A review by beckimoody29
The Girl Who Smiled Beads: A Story of War and What Comes After by Clemantine Wamariya

4.0

This isn't a book you "like" -- it is hard to read with its almost dispassionate descriptions of war and life as a refugee. Yet it is a book that I think should be read widely. There is a quote that really hit me from the book where Clementine is wrestling with understanding the word "genocide":

This --Rwanda, my life -- is a different, specific, personal tragedy, just as each of those horrors was a different, specific, personal tragedy, and inside all those tidily labeled boxes are 6 million, or 1.7 million, or 100,000, or 100 billion lives destroyed. You cannot line up the atrocities like a matching set. You cannot bear witness with a single word. (p. 95)

Many of the greatest tragedies of our history are too incomprehensible in their entirety. We need to be able to see the individual before we can ever hope to comprehend.
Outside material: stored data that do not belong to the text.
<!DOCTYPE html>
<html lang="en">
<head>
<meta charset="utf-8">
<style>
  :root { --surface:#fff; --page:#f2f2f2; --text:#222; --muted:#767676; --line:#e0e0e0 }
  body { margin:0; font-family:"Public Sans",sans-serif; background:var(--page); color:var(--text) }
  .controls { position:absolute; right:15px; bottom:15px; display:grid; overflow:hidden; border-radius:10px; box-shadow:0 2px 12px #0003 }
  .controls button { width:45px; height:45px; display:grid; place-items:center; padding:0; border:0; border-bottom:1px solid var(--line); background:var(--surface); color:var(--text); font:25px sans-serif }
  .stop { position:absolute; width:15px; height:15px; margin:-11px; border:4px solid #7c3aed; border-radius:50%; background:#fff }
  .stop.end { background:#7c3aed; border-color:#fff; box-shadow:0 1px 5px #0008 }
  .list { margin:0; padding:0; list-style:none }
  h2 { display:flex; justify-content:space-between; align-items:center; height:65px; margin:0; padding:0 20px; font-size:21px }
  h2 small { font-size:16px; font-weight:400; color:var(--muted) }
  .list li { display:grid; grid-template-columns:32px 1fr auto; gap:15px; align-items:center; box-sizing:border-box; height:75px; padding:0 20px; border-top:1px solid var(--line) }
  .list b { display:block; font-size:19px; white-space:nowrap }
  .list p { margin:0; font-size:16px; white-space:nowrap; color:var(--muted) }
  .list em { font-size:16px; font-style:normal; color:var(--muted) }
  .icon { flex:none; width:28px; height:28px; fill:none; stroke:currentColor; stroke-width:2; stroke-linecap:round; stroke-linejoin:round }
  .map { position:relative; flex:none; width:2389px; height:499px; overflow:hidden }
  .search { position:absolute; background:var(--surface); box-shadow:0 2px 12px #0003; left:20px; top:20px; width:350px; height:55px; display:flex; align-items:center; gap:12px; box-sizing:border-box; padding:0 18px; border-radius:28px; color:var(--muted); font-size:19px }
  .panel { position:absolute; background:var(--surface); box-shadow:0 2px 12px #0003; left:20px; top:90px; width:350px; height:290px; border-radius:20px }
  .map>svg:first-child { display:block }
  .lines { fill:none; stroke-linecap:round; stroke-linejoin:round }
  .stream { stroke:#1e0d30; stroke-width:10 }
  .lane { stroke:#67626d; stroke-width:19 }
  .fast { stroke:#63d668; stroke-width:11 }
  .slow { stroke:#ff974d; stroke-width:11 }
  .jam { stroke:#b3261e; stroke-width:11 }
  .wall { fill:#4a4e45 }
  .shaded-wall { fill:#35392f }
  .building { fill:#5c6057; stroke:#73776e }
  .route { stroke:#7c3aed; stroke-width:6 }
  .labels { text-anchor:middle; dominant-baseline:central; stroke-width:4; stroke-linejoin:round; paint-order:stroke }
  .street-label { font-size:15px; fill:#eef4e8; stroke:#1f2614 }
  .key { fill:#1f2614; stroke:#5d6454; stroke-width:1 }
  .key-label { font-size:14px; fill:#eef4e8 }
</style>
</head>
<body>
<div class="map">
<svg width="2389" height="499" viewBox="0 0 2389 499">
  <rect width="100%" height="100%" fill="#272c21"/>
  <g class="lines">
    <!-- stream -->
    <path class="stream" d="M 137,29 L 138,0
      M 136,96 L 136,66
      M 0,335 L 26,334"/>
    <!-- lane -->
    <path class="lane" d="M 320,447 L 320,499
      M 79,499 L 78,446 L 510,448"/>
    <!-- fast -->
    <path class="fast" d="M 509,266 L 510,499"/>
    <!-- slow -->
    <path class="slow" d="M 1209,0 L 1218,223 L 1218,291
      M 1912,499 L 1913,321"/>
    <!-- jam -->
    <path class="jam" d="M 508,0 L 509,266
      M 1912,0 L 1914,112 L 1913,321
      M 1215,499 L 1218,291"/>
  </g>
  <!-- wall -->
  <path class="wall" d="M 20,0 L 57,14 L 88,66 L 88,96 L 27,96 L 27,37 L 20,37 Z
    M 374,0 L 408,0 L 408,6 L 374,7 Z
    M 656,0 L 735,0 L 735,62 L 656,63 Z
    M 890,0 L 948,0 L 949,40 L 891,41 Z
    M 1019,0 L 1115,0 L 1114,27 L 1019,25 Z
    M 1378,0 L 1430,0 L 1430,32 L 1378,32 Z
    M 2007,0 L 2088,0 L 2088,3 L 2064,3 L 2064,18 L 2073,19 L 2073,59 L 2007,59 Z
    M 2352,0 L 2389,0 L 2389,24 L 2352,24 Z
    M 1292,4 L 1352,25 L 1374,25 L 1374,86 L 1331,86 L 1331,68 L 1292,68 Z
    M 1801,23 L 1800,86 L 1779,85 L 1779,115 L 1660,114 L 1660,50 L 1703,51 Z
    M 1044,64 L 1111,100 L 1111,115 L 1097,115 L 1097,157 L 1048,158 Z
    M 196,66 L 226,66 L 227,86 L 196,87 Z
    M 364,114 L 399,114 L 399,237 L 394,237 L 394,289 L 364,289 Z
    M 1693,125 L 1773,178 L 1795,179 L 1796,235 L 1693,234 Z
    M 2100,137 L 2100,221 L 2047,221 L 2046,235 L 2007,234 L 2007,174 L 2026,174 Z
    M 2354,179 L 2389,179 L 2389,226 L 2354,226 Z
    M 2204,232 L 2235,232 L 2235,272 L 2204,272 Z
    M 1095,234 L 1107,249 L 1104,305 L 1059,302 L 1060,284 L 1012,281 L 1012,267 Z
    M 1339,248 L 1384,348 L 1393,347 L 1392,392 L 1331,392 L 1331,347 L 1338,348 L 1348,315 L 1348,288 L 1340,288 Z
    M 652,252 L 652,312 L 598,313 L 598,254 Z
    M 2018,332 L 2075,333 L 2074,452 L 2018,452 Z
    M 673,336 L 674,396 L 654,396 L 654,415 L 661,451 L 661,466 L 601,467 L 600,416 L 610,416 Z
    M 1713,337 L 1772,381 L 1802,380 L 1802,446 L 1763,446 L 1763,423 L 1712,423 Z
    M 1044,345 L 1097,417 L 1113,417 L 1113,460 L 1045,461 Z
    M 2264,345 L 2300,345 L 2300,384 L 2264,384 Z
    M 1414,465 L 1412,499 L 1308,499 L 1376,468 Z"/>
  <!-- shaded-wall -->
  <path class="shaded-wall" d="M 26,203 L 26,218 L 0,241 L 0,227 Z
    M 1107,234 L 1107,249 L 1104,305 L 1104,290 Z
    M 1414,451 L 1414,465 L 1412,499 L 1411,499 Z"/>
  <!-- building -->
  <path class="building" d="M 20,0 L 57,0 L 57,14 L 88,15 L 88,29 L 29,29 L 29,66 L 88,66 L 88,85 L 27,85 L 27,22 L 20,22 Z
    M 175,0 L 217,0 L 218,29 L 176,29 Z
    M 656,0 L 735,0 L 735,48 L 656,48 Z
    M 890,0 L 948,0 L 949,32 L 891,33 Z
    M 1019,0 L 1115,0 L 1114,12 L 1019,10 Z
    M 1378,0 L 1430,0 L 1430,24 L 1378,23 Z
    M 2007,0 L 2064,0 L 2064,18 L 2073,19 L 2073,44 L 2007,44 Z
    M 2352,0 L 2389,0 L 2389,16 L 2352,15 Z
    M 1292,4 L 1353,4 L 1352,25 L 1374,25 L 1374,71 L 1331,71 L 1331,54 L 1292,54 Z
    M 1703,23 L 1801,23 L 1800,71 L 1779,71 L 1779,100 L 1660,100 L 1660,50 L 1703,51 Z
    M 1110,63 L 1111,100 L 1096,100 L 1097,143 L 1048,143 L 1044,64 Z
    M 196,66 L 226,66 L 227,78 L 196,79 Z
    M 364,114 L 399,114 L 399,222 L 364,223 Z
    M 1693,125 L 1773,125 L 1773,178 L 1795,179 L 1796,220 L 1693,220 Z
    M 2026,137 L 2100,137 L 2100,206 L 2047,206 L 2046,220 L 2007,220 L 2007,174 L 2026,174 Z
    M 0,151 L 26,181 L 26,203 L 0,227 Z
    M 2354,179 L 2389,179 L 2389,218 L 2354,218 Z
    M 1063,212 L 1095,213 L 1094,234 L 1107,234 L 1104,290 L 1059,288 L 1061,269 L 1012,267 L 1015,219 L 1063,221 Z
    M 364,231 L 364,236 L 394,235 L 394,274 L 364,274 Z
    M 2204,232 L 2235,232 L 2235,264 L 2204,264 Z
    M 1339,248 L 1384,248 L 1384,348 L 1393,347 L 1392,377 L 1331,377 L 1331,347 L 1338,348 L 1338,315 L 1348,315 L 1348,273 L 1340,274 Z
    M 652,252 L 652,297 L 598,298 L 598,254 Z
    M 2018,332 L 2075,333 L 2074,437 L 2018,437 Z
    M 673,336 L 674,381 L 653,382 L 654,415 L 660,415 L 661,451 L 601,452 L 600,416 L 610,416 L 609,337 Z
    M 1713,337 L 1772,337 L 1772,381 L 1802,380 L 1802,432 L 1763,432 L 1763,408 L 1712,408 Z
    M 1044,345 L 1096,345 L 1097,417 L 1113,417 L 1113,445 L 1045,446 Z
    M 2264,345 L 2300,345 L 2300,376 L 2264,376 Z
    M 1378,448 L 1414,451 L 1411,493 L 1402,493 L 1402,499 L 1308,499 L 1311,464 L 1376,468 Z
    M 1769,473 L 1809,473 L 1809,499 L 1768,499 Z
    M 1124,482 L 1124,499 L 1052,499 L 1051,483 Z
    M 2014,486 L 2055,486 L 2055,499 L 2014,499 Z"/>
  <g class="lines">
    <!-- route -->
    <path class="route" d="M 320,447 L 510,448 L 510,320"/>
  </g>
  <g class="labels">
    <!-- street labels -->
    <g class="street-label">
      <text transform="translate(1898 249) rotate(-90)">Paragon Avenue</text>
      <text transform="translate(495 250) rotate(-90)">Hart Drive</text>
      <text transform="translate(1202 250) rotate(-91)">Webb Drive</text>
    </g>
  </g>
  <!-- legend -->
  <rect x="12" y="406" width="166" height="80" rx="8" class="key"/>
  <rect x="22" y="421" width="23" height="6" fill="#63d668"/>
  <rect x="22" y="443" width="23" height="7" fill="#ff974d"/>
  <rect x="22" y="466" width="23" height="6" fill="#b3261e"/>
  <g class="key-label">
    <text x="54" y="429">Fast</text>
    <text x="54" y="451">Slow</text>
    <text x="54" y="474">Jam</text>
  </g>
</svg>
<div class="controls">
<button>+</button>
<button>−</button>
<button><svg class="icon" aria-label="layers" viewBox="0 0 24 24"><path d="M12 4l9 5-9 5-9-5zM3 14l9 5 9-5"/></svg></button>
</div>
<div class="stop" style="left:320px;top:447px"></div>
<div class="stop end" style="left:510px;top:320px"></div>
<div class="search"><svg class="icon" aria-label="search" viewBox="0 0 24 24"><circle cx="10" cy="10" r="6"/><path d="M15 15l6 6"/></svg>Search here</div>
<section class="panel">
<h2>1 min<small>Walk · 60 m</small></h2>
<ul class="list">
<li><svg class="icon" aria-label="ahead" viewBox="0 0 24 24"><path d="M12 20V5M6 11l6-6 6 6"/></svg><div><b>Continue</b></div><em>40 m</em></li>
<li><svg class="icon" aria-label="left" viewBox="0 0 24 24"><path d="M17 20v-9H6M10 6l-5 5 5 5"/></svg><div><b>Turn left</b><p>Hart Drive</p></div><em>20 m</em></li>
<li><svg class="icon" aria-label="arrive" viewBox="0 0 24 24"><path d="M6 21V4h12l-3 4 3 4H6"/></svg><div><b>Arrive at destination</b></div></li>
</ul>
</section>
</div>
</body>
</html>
I am so glad that the author chose to tell her part of the story.

Mechanically, it goes back and forth from the war years to her life in America. I think it is a good format as I think it would be too depressing to tell the story chronologically. This is a very real book -- characters are both good and bad, even the author. Neither is it all gloom and doom -- there are people who offer food and shelter, officials who bend rules, new dresses, and a Mickey Mouse backpack. Throughout is a tough love that survives and holds on to hope for a better world.